1 ...6 7 8 10 11 12 ...24 „Beim letzten Punkt stimme ich Ihnen zu.“, erwiderte Reimler giftig. „Sie erreichen in der Tat immer weniger Jugendliche. Ob Sie immer mehr machen, weiß ich nicht, aber offensichtlich ist es nicht das Richtige. Fakt ist jedenfalls, dass Sie sich auf dem Markt behaupten müssen und dazu gehören sicher auch attraktive, zeitgemäße Angebote, die natürlich etwas mehr Arbeit machen als ein gemütlicher Jugendkreis, wo fünf Leute Tee trinken und Kekse essen.

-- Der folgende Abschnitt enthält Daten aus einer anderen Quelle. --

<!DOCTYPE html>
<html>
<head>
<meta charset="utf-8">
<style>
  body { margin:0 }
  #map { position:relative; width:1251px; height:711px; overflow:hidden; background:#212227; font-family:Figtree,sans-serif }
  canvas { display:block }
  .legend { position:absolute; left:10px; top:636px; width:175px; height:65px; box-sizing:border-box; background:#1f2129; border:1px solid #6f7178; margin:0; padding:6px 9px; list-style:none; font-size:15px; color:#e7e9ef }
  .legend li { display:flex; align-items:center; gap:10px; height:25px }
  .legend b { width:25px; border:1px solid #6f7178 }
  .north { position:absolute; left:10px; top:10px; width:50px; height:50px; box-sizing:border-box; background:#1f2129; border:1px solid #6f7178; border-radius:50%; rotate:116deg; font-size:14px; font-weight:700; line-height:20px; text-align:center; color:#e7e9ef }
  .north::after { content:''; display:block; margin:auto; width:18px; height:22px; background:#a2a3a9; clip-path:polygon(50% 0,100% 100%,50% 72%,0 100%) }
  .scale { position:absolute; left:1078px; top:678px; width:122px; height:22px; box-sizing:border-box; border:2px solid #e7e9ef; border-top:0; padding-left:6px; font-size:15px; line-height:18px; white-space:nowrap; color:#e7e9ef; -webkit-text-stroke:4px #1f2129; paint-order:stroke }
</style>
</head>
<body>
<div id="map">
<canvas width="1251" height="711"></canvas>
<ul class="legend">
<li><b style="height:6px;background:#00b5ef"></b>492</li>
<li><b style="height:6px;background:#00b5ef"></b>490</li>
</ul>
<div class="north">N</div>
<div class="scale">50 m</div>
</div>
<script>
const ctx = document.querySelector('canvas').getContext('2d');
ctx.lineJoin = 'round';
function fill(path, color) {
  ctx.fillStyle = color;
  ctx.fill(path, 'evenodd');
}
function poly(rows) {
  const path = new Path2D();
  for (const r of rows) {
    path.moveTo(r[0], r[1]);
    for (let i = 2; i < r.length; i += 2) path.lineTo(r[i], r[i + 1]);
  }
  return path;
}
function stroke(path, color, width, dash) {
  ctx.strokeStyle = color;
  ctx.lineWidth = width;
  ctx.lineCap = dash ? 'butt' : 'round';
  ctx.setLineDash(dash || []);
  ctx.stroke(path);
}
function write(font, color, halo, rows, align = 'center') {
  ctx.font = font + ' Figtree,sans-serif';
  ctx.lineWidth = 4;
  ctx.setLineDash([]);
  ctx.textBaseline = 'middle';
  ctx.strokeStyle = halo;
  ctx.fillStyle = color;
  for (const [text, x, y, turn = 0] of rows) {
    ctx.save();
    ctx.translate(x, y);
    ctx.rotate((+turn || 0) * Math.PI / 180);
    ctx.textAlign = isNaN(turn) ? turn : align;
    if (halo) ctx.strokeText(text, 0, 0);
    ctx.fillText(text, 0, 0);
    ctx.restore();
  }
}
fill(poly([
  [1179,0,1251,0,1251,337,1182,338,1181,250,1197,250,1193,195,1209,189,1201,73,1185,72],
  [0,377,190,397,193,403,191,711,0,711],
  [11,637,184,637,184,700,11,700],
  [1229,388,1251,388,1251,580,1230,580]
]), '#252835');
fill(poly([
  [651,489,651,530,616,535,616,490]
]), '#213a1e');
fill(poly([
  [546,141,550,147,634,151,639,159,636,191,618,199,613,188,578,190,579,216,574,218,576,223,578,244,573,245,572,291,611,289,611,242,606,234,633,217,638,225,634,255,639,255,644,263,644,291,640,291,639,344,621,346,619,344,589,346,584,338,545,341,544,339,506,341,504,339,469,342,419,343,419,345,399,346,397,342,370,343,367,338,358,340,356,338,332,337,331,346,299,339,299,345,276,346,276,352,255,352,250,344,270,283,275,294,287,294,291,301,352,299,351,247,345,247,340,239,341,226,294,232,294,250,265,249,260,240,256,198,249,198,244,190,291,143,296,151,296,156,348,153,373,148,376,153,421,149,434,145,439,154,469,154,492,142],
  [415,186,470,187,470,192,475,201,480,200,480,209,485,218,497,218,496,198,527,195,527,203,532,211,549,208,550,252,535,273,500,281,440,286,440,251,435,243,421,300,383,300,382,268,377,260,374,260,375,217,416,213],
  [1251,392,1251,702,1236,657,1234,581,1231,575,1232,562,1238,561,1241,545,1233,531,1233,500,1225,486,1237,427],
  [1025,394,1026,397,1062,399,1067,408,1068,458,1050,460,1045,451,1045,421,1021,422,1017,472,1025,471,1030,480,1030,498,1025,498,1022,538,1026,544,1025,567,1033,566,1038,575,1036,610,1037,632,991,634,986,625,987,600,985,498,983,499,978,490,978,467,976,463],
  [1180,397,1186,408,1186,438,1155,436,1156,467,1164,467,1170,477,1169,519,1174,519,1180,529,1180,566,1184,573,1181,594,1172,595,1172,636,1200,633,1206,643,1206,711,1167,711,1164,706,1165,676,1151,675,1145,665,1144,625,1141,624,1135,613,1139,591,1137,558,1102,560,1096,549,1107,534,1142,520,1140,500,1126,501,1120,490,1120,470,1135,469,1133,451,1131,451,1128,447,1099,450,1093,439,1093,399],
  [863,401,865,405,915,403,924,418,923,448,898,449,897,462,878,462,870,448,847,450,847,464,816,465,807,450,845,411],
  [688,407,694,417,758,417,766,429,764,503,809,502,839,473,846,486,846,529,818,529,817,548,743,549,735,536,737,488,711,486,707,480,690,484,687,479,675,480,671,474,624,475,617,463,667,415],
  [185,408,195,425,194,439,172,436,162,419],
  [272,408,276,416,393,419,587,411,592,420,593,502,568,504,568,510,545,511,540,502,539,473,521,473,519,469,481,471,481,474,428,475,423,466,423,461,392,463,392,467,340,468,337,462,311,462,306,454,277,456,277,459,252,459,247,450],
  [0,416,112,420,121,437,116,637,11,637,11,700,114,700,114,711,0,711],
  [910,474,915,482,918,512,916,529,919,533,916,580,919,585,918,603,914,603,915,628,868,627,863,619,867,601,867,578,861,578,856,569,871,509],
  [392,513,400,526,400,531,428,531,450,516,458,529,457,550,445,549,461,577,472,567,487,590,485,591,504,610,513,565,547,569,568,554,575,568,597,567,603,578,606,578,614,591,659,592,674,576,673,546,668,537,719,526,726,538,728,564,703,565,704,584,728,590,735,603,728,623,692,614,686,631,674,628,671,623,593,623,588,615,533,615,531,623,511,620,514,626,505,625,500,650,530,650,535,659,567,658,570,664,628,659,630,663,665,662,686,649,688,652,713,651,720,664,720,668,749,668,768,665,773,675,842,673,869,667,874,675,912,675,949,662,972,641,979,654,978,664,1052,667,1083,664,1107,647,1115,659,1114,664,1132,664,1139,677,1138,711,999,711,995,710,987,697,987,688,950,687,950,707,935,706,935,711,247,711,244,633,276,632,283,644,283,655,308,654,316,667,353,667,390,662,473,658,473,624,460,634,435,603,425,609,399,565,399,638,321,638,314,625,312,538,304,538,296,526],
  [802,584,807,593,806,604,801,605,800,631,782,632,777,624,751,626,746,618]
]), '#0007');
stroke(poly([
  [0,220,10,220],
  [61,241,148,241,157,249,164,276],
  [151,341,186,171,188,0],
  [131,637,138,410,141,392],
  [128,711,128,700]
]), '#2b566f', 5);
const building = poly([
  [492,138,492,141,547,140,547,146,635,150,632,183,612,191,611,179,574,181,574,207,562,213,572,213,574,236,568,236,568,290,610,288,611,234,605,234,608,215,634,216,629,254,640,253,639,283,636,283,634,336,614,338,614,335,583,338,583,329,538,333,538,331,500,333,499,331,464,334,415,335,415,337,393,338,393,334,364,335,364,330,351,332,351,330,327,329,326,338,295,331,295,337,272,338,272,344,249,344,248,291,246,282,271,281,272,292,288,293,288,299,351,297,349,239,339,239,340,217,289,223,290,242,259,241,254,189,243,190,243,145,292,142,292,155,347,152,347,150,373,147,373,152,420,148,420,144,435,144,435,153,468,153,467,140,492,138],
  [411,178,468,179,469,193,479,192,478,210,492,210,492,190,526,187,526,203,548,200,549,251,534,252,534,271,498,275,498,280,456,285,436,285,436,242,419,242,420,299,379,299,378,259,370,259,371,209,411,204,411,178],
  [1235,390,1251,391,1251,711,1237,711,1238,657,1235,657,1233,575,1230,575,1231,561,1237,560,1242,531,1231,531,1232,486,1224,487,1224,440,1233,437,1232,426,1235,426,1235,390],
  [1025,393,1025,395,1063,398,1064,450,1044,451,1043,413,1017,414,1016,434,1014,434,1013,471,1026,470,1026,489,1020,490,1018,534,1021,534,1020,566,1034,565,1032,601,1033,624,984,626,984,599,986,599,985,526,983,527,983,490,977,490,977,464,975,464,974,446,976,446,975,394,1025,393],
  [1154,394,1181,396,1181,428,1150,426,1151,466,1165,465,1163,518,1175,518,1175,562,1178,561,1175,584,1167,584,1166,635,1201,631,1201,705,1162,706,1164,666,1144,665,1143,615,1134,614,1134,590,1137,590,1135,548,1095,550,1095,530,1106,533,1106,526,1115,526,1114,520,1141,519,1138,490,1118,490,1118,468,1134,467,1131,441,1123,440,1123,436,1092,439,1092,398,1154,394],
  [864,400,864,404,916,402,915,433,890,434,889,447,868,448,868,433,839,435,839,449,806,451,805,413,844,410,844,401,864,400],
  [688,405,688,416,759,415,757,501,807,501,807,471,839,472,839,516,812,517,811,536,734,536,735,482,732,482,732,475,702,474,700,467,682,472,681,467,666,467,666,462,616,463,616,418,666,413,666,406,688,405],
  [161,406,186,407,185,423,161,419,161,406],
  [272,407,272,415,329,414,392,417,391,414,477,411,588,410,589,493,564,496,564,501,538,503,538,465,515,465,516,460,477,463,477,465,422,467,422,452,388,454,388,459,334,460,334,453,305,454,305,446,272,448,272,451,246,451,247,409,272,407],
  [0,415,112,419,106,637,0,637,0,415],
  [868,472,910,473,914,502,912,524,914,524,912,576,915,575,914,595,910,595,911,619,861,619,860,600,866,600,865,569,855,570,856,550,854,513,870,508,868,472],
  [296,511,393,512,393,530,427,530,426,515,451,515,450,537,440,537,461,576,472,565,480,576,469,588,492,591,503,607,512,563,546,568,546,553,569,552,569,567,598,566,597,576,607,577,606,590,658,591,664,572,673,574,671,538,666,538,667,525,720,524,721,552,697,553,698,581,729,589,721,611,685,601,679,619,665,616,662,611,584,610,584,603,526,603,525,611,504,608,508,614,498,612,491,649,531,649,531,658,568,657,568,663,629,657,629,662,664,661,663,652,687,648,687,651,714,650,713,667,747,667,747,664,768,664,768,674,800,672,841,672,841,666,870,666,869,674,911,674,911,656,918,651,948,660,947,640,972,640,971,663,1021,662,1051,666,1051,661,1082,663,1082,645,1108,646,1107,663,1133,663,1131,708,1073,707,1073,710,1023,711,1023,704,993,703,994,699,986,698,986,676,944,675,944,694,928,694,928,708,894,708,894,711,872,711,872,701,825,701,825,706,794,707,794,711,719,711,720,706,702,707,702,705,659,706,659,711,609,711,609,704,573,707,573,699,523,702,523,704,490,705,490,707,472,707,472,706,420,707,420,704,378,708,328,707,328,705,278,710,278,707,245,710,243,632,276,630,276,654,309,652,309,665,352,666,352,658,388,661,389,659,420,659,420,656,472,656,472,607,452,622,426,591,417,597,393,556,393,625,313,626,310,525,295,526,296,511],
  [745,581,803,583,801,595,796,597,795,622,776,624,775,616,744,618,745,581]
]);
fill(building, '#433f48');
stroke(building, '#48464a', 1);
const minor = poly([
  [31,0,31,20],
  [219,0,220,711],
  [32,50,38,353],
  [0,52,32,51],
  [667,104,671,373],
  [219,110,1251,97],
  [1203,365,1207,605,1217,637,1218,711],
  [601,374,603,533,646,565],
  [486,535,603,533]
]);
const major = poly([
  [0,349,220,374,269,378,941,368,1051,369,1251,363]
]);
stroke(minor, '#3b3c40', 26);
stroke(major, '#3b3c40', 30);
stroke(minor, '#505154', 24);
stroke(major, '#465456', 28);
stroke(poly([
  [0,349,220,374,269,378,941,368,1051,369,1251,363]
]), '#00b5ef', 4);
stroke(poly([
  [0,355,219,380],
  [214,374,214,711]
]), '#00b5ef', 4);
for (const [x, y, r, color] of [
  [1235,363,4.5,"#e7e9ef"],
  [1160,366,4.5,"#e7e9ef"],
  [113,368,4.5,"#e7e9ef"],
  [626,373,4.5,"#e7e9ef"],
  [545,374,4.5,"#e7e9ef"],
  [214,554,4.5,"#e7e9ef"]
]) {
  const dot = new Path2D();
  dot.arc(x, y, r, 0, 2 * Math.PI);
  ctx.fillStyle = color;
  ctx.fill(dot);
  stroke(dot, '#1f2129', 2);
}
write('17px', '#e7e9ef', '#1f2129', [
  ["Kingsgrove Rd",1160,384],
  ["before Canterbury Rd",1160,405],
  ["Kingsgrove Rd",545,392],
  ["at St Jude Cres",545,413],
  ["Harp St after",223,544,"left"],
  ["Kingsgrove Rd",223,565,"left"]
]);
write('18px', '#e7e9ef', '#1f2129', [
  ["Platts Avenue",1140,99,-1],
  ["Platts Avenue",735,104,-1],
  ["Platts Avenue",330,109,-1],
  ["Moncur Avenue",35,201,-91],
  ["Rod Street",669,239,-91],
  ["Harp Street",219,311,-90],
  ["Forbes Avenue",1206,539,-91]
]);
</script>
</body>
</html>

Die Mittel werden knapper und die Kirchenleitung wird zunehmend gezwungen, Schwerpunkte zu setzen. Arbeitsbereiche, die nicht von nennenswertem Nutzen sind, wird man aufgeben. Sie müssen also schon deutlich machen, dass Ihre Arbeit unverzichtbar ist und welcher Hinsicht.“
„Ich glaube, wir schweifen gerade vom Thema ab.“, mischte Kai-Uwe sich ein. „Vielleicht sollten wir die Reflexion des Jugend-Gottesdienstes abschließen, bevor wir auf die Finanzsituation zu sprechen kommen. Ich muss sagen, dass ich die Veranstaltung trotz der bescheidenen Teilnahme sehr ermutigend fand. Von den Jugendlichen aus dem Bereich Innenstadt war die Rückmeldung durchweg positiv und sie meinten auch, dass ihnen die überschaubare Teilnehmerzahl gerade richtig erschienen sei. Wäre es in den Hunderter-Bereich gegangen, wäre es viel zu unruhig geworden. Vielleicht müssen wir uns damit abfinden, dass wir mit einem Angebot nicht die Massen erreichen und statt dessen auf Vielfalt setzen.“
„Mit dem kleinen Personalstab wird das aber schwierig.“, widersprach Jens Carstensen. „Wir stemmen zu viert die Jugendarbeit für den gesamten Kirchenkreis, weite Teile sind schon völlig unterversorgt. Wenn wir gemeinsam eine zeit- und finanzaufwändige Großveranstaltung auf die Beine stellen, dann muss sich das lohnen, sonst gebe ich Katharina recht, dass es besser ist, in Beziehungsarbeit zu investieren als in mittelmäßige Events, wo keiner hin geht. Die Jugendlichen, die ich am Sonntag mobilisieren konnte, meinten, dafür hätten sie nicht extra in die Stadt fahren müssen, das hätten wir auch in Neesen machen können. Und statt die peinliche Band zu bezahlen, hätten wir hinterher zusammen essen können. Wenn das so weiter geht, kommen die gar nicht mehr zu unseren Jugendangeboten, sondern treffen sich statt dessen zum Kiffen in irgendeiner Scheune, lesen Hesse und beschäftigen sich mit Esotherik.“
„Also, die Jugendlichen aus den Stadtrandgebieten haben durchweg positive Rückmeldungen gegeben.“, sagte Hilke. „Es gibt eben unterschiedliche Jugendkulturen, auch in geistlicher Hinsicht und was die einen anspricht, ist für die anderen kaum zu ertragen.Worüber wir uns klar werden müssen, ist, ob wir eine bestimmte Szene verlässlich bedienen und damit stabilisieren wollen oder ob wir versuchen, die kulturelle Ausrichtung breiter zu streuen, um möglichst viele zu erreichen, wobei wir dann aber in Kauf nehmen müssen, dass vieles an der Oberfläche verharrt.“
„Das können wir heute Morgen aber sicher nicht abschließend klären, dafür sollten wir einen extra Termin ansetzen.“, gab Paul-Gerhard Solms zu bedenken.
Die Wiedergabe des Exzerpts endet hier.